(MP203). Oscar Parkes OBE MB Ch B (1885-1958). Watercolour signed but undated. Label on back reads: "SNAP the two "Queens" meet for the first time. As HMS QUEEN ELIZABETH passed her giant namesake this short and appropriate greeting was hoisted to mark the occasion..
Limited Edition: 12 copies worldwide
Standard size: 19 x 11 ins (48.5 x 28 cms) approx.
£95-110
Specially painted for the magazine “The Navy”
This event took place according to Cunard records “sometime in 1941 in the southern approaches to the Red Sea” (letter headed “Cunard White Star Limited Publicity Department” , dated 12th August 1949 and addressed to Commander Ralph Handcock RN). The Commander was clearly digging for more information, however, and in a further letter to him dated 13th September 1949 and this time from the Navy League, the Editor’s Secretary quotes a note from the artist, Oscar Parkes, saying ” The Two Queens story was given out in ’46 about the time I sent in my picture of the incident, but I understand the meeting took place when the battleship was returning from her refit in the USA after being damaged by a frogman in Alexandria Harbour. If so it would be about June ’42, but it is very difficult to substantiate dates and the only satisfactory way would be to consult the ship’s log and it may or may not have been entered”. The Editor’s secretary goes on to say “it has been pointed out to me that this would have been a private signal and it is very improbable that it would have been recorded…”

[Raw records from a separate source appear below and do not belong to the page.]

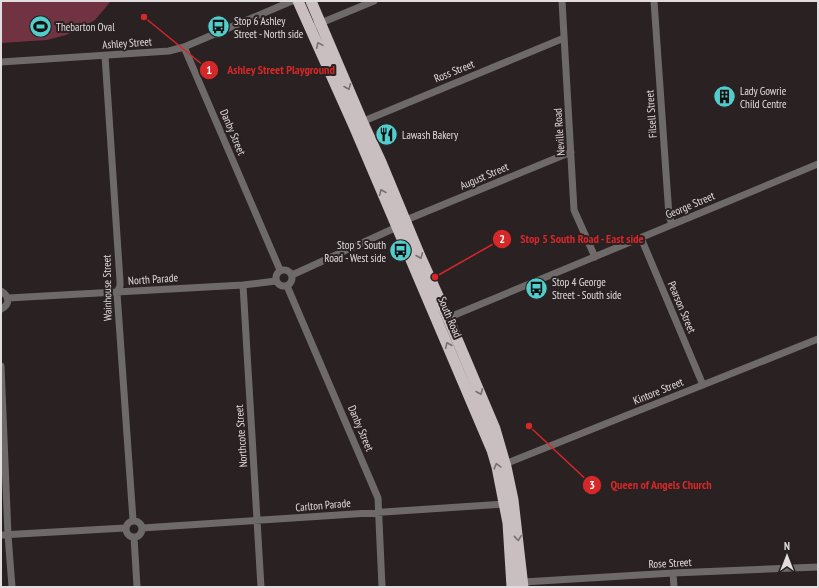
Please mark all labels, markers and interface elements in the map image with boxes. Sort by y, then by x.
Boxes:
sports icon: Thebarton Oval [28,14,54,40]
bus stop icon: Stop 6 Ashley Street - North side [205,14,231,40]
place label: Stop 6 Ashley Street - North side [234,14,304,41]
place label: Thebarton Oval [56,20,115,34]
street label: Ashley Street [102,34,152,52]
one-way arrow [315,42,323,49]
street label: Ross Street [432,57,476,85]
callout: Ashley Street Playground [199,58,343,82]
text: 1 [206,62,212,77]
text: Ashley Street Playground [226,62,335,77]
one-way arrow [343,83,351,91]
building icon: Lady Gowrie Child Centre [712,84,738,110]
place label: Lady Gowrie Child Centre [740,84,787,111]
street label: Filsell Street [642,90,660,138]
street label: Danby Street [217,107,249,157]
street label: Neville Road [550,107,568,156]
restaurant icon: Lawash Bakery [374,122,400,148]
place label: Lawash Bakery [402,128,459,142]
street label: August Street [458,160,510,192]
one-way arrow [379,188,387,196]
street label: George Street [663,188,717,222]
callout: Stop 5 South Road - East side [492,227,653,251]
text: 2 [499,231,505,246]
text: Stop 5 South Road - East side [520,231,644,246]
place label: Stop 5 South Road - West side [324,238,386,265]
bus stop icon: Stop 5 South Road - West side [388,238,414,264]
one-way arrow [416,253,424,260]
street label: Wainhouse Street [99,255,115,321]
street label: North Parade [128,270,179,288]
bus stop icon: Stop 4 George Street - South side [524,275,550,301]
place label: Stop 4 George Street - South side [552,275,622,302]
street label: Pearson Street [665,279,699,335]
street label: South Road [435,294,465,340]
one-way arrow [444,342,452,349]
street label: Kintore Street [631,375,685,407]
one-way arrow [475,389,483,396]
street label: Danby Street [345,403,377,453]
street label: Northcote Street [232,404,250,468]
one-way arrow [493,462,501,469]
callout: Queen of Angels Church [582,473,720,497]
text: 3 [589,477,595,492]
text: Queen of Angels Church [610,477,712,492]
street label: Carlton Parade [295,496,352,514]
one-way arrow [514,535,523,541]
north arrow [767,536,807,576]
text: N [784,539,790,553]
street label: Rose Street [648,555,692,571]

A private flag hoist from HM Warship to HM Troop Transport it may have been but there is little doubt that such a meeting with the world’s largest and fastest merchant ship would have been entered in HMS QUEEN ELIZABETH’s Deck Log if not RMS QUEEN ELIZABETH’s too! The battleship who had indeed been badly damaged by very skilfully placed Italian limpet mines on 19th December 1941 in the Royal Navy’s eastern Mediterranean base of Alexandria in Egypt, was subsequently lifted in a floating dock where emergency repairs were carried out to enable her to steam elsewhere for more permanent work to be done. On 5 May 1942 she proceeded to Port Sudan where her fuel tanks were repaired and oil fuel embarked for passage to the USA. She sailed for Norfolk, Virginia in mid July and underwent permanent and extensive repairs between September 1942 and June 1943, dates that appear to be at odds with the letters quoted above.

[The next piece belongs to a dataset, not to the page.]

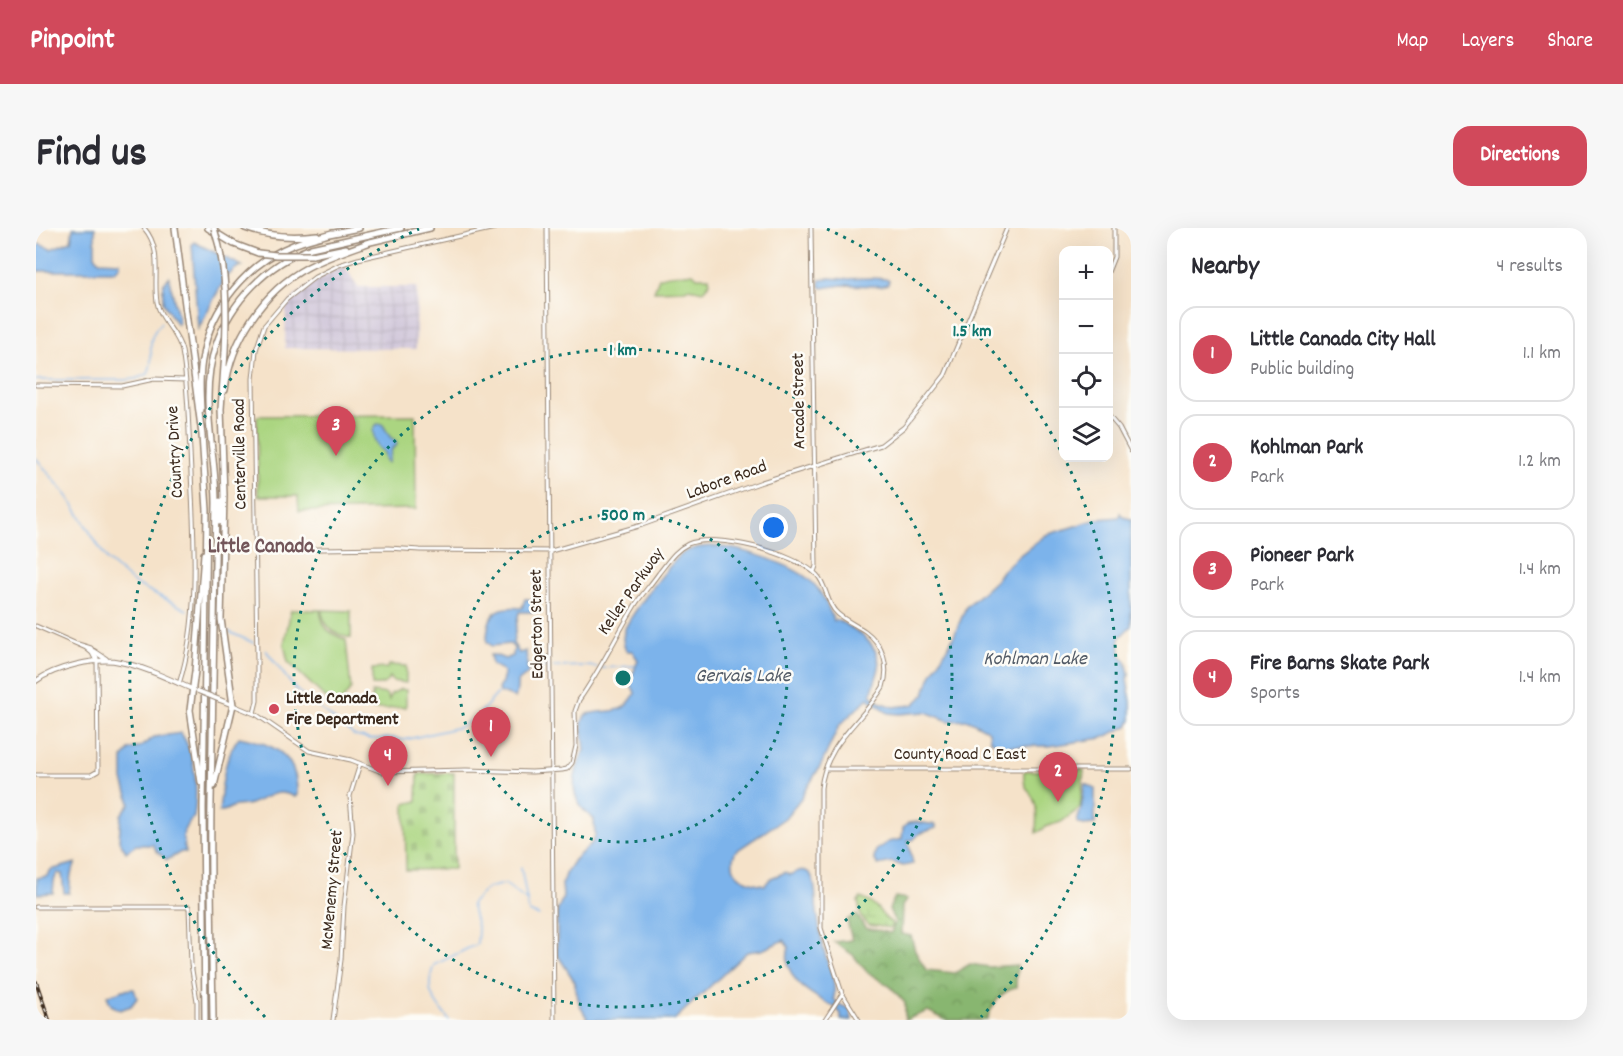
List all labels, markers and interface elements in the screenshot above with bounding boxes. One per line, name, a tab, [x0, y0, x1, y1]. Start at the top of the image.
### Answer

Further confusion arises as in his book “Make Another Signal”, Captain Jack Broome RN says HMS QUEEN ELIZABETH and Cunard liner QUEEN ELIZABETH met for the first time in mid-Atlantic: HMS QUEEN ELIZABETH to RMS QUEEN ELIZABETH: “SNAP!” Although in their initial trooping voyages from Singapore and Australia the great liners were routed up the Red Sea to Suez via the Indian Ocean, by 1942 when the artist believed this rendezvous to have occurred, with America now in the war, Cunard’s QUEENs did most of their trooping across the North Atlantic: and so Jackie Broome’s version of the Atlantic as the meeting place is also plausible. No matter its a superb Oscar Parkes watercolour of an amusing event and is one of not too many paintings of the great liner in her wartime livery.

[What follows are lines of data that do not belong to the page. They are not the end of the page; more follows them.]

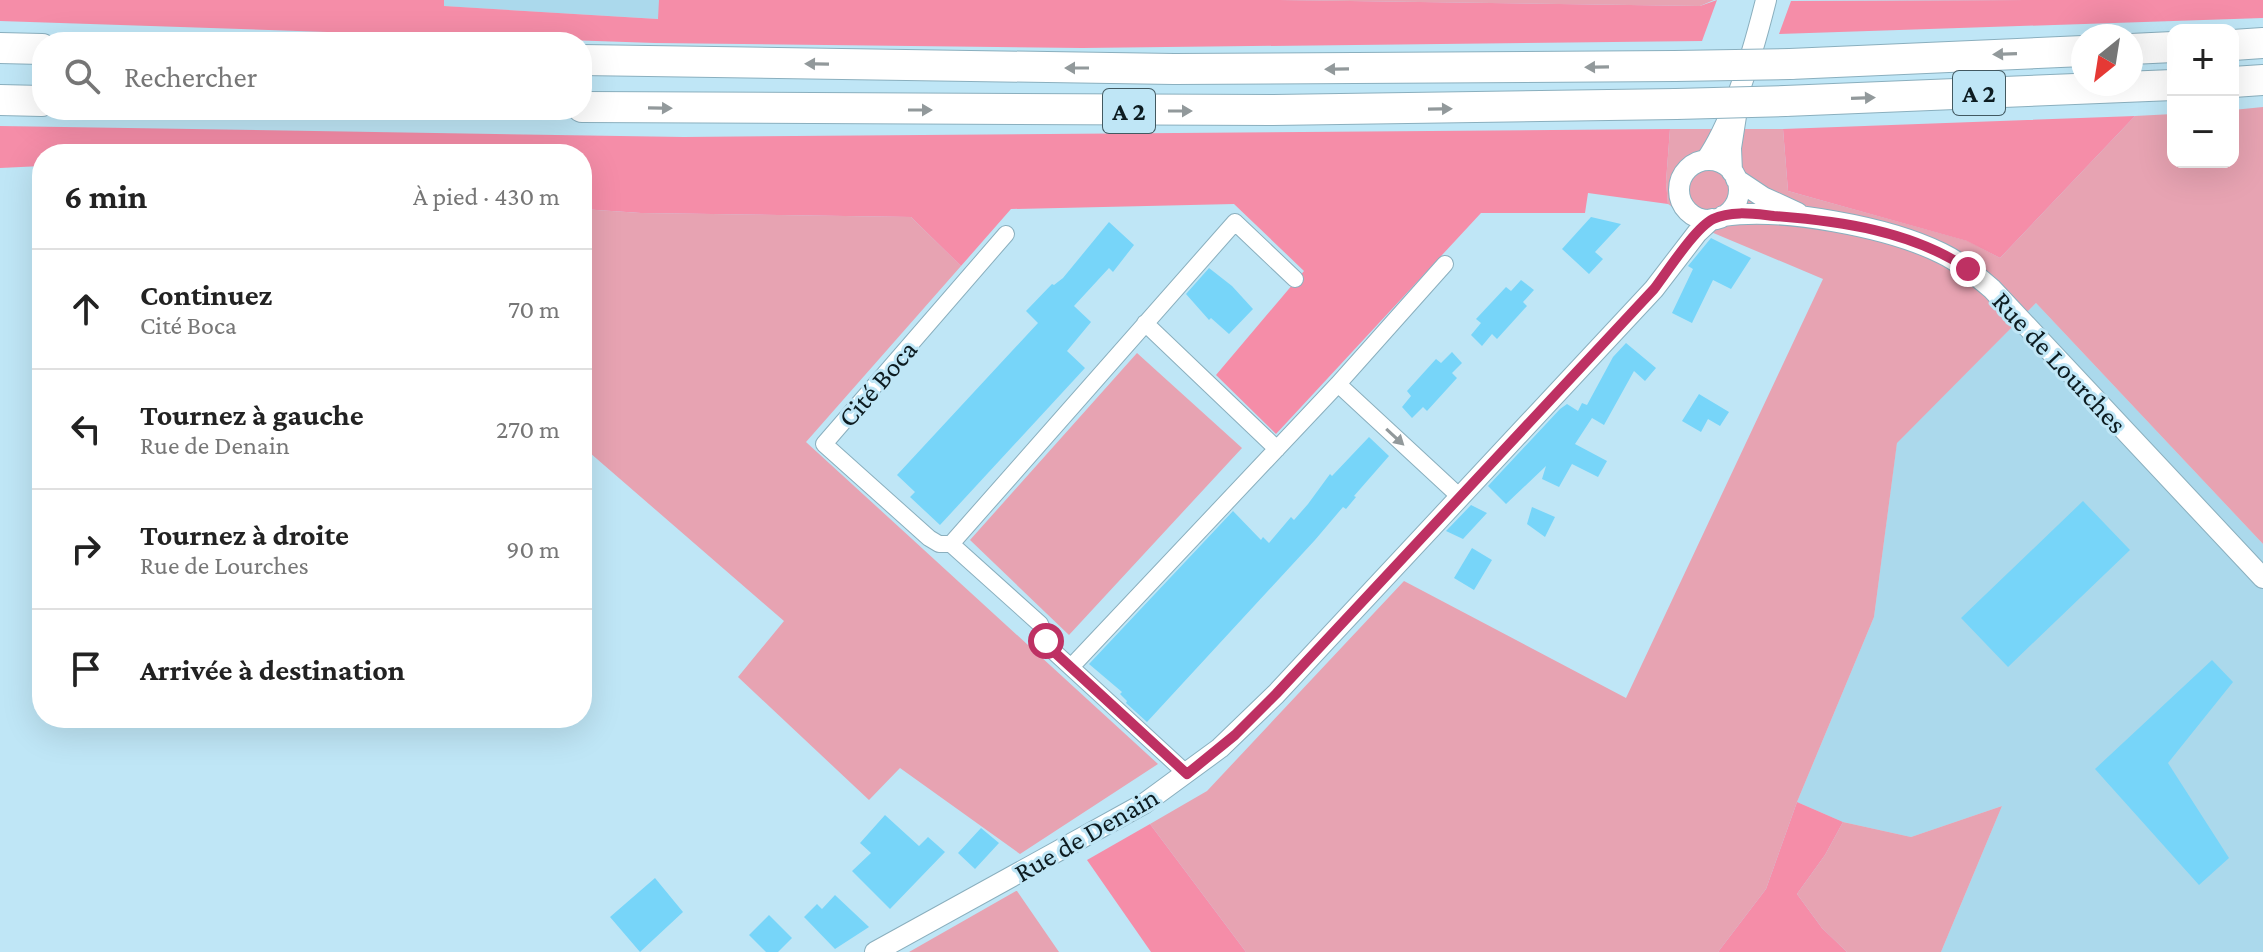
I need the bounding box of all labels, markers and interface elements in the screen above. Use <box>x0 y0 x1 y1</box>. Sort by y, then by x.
north arrow <box>2071 24 2143 96</box>
map controls <box>2167 24 2239 168</box>
button: + <box>2167 24 2239 96</box>
search box <box>32 32 592 120</box>
one-way arrow <box>1992 48 2017 61</box>
icon: search <box>60 54 104 98</box>
one-way arrow <box>804 58 829 70</box>
text: Rechercher <box>124 60 257 93</box>
one-way arrow <box>1584 61 1609 73</box>
one-way arrow <box>1064 62 1089 75</box>
one-way arrow <box>1324 63 1349 76</box>
road number: A 2 <box>1953 71 2005 115</box>
road number: A 2 <box>1103 89 1155 133</box>
one-way arrow <box>1851 92 1876 105</box>
button: − <box>2167 96 2239 168</box>
one-way arrow <box>648 102 673 114</box>
one-way arrow <box>1428 102 1453 115</box>
one-way arrow <box>908 104 933 116</box>
one-way arrow <box>1168 105 1193 117</box>
text: 6 min <box>64 178 147 215</box>
text: À pied · 430 m <box>413 182 560 211</box>
route end <box>1950 251 1986 287</box>
text: Continuez <box>140 278 272 311</box>
street label: Rue de Lourches <box>1986 285 2133 439</box>
icon: ahead <box>64 287 108 331</box>
text: 70 m <box>508 295 560 324</box>
text: Cité Boca <box>140 311 237 340</box>
street label: Cité Boca <box>831 334 923 433</box>
text: Tournez à gauche <box>140 398 364 431</box>
icon: left <box>64 407 108 451</box>
text: 270 m <box>496 415 560 444</box>
one-way arrow <box>1386 428 1405 446</box>
text: Rue de Denain <box>140 431 290 460</box>
text: Tournez à droite <box>140 518 349 551</box>
icon: right <box>64 527 108 571</box>
text: 90 m <box>506 535 560 564</box>
text: Rue de Lourches <box>140 551 309 580</box>
route start <box>1028 623 1064 659</box>
icon: arrive <box>64 647 108 691</box>
text: Arrivée à destination <box>140 653 405 686</box>
street label: Rue de Denain <box>1009 781 1164 888</box>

Dr Oscar Parkes, a practising General Medical Practitioner, had served in the Naval Intelligence Division at the British Admiralty during the Great War and when he left the Service in 1920 it was to be as editor of Jane’s Fighting Ships, a post he held until 1935. He had always drawn and painted we are told and some of his watercolours, always hard to find, are very well regarded today. Copyright of this painting is being negotiated with the relevant authorities.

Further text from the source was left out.